Task requirements: Pull every line containing "heading" from the listing below.

Data extract:
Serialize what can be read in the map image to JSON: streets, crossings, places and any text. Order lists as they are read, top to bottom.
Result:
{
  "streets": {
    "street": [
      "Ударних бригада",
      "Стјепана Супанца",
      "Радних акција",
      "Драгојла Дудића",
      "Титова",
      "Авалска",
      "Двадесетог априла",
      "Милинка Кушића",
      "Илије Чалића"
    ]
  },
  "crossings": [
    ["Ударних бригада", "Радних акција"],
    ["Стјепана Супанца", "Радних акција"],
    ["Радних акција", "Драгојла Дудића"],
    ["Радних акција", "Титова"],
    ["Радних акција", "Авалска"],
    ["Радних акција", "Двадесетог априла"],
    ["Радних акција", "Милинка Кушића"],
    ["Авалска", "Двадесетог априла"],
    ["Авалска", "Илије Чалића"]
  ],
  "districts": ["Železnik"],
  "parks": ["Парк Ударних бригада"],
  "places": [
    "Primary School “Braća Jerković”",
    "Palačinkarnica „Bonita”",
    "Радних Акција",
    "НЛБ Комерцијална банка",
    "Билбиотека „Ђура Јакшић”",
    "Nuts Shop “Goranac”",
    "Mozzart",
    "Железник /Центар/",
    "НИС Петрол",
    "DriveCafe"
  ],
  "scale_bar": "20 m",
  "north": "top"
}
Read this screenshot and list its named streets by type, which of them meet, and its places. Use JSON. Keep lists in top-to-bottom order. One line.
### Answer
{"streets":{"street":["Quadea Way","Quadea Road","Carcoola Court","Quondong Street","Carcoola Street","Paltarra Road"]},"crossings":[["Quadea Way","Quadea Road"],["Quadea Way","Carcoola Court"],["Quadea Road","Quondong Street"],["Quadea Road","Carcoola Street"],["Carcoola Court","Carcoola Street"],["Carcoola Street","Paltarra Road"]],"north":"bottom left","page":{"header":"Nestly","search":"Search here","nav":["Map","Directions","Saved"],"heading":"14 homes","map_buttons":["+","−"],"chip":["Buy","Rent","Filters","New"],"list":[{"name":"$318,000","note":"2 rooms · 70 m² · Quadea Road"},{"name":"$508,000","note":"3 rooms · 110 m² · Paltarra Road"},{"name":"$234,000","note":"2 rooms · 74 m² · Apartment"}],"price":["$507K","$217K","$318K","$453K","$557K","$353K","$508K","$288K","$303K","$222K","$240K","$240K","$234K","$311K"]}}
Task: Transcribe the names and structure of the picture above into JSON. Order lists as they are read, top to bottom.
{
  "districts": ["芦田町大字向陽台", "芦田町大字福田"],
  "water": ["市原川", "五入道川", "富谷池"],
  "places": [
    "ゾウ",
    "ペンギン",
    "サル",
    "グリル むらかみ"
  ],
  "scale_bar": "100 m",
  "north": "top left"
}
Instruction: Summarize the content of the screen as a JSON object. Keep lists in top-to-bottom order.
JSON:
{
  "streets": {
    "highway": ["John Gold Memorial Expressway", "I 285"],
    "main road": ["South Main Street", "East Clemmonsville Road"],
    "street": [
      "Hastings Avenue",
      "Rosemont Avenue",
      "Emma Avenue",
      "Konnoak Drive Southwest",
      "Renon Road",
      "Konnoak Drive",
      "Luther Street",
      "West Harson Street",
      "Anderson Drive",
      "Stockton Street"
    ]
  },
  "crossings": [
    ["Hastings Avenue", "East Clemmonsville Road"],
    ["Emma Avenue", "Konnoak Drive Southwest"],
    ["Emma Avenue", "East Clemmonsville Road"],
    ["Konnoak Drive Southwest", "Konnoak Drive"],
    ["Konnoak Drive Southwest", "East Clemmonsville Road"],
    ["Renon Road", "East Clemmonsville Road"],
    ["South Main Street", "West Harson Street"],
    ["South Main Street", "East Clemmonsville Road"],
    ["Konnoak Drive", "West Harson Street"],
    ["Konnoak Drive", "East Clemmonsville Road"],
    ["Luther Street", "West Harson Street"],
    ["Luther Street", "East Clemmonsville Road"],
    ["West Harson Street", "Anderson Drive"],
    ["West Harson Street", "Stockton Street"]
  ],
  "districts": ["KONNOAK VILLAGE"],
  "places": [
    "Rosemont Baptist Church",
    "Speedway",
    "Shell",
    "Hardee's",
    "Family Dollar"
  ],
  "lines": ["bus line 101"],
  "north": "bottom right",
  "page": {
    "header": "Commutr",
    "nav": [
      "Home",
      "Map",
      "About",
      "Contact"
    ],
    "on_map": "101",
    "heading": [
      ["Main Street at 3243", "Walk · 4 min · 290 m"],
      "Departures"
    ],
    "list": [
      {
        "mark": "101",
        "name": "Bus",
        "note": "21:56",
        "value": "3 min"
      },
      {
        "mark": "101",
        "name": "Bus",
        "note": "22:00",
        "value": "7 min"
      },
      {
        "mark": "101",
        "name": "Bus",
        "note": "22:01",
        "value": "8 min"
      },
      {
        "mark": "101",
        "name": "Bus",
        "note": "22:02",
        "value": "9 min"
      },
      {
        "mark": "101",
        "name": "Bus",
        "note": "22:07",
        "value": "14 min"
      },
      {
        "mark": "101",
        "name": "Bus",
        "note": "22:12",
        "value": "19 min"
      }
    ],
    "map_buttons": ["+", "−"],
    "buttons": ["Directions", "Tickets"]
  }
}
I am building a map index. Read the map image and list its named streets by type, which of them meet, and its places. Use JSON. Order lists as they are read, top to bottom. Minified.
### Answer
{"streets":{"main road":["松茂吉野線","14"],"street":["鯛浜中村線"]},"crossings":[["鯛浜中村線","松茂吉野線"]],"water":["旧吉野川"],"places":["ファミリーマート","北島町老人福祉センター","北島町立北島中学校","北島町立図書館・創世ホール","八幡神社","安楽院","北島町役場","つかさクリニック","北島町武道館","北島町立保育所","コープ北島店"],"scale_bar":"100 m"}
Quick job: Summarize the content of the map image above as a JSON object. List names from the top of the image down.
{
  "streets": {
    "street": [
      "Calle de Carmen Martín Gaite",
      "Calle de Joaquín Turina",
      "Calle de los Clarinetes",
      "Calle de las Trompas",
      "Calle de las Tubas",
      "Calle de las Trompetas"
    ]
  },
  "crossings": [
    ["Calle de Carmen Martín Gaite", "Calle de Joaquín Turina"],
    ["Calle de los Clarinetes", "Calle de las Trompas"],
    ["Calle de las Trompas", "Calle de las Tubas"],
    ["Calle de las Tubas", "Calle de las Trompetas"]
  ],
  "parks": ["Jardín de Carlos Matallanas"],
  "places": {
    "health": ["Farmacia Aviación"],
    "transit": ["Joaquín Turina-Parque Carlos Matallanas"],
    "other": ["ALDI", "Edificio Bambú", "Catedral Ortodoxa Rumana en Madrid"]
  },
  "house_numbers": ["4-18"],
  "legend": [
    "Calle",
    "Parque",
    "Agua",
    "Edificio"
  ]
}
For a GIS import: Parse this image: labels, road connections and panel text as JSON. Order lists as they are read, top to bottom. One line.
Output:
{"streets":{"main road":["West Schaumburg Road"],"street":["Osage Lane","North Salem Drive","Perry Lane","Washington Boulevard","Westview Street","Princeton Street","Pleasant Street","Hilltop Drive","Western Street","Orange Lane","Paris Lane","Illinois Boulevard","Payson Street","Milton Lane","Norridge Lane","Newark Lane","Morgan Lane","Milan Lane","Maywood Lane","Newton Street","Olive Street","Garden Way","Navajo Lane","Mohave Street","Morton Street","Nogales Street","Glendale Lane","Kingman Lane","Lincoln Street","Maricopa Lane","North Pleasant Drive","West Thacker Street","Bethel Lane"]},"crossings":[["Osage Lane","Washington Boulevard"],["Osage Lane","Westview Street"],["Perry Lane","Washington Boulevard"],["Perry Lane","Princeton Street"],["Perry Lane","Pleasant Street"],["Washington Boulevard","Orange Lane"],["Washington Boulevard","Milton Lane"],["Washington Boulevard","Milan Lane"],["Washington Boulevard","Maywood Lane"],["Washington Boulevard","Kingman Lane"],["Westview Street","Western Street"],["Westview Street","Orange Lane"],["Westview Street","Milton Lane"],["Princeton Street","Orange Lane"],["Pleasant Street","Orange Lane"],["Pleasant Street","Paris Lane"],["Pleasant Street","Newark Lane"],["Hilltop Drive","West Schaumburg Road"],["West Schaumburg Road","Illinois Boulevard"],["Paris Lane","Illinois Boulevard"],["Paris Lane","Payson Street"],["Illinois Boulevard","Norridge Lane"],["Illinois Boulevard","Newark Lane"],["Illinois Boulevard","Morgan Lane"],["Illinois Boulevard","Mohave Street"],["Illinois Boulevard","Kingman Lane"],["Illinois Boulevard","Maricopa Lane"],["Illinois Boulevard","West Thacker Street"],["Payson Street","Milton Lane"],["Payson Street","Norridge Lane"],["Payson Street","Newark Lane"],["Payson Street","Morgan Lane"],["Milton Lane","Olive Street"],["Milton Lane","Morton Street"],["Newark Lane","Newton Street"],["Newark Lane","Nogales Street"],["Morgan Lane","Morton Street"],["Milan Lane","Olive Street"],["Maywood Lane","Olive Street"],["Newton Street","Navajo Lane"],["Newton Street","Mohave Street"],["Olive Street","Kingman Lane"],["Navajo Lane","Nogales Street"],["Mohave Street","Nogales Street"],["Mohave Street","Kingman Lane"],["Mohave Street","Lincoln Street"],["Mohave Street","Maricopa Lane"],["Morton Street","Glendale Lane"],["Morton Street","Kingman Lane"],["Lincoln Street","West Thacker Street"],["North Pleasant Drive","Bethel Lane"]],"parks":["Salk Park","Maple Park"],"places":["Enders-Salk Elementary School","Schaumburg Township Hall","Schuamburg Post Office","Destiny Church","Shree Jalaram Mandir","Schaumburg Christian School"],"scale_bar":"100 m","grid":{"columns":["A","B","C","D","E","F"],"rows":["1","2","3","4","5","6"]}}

Response:
{"streets":{"street":["Quadea Way","Quadea Road","Carcoola Court","Quondong Street","Carcoola Street","Paltarra Road"]},"crossings":[["Quadea Way","Quadea Road"],["Quadea Way","Carcoola Court"],["Quadea Road","Quondong Street"],["Quadea Road","Carcoola Street"],["Carcoola Court","Carcoola Street"],["Carcoola Street","Paltarra Road"]],"north":"bottom left","page":{"header":"Nestly","search":"Search here","nav":["Map","Directions","Saved"],"heading":"14 homes","map_buttons":["+","−"],"chip":["Buy","Rent","Filters","New"],"list":[{"name":"$318,000","note":"2 rooms · 70 m² · Quadea Road"},{"name":"$508,000","note":"3 rooms · 110 m² · Paltarra Road"},{"name":"$234,000","note":"2 rooms · 74 m² · Apartment"}],"price":["$507K","$217K","$318K","$453K","$557K","$353K","$508K","$288K","$303K","$222K","$240K","$240K","$234K","$311K"]}}
    "heading": [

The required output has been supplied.